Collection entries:
=== Begin Enclosure ===

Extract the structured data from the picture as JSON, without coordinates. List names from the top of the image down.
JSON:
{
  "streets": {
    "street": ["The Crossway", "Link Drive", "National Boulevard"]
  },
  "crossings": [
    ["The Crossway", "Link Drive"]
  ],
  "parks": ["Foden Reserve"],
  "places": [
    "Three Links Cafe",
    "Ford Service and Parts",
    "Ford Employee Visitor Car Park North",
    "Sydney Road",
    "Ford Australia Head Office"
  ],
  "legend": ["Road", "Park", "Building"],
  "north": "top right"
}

=== End Enclosure ===

- **TASK TO CARRY OUT**: Output all entries exactly as given above.

- **RESPONSE AREA**:
Extract the structured data from the picture as JSON, without coordinates. List names from the top of the image down.
JSON:
{
  "streets": {
    "street": ["The Crossway", "Link Drive", "National Boulevard"]
  },
  "crossings": [
    ["The Crossway", "Link Drive"]
  ],
  "parks": ["Foden Reserve"],
  "places": [
    "Three Links Cafe",
    "Ford Service and Parts",
    "Ford Employee Visitor Car Park North",
    "Sydney Road",
    "Ford Australia Head Office"
  ],
  "legend": ["Road", "Park", "Building"],
  "north": "top right"
}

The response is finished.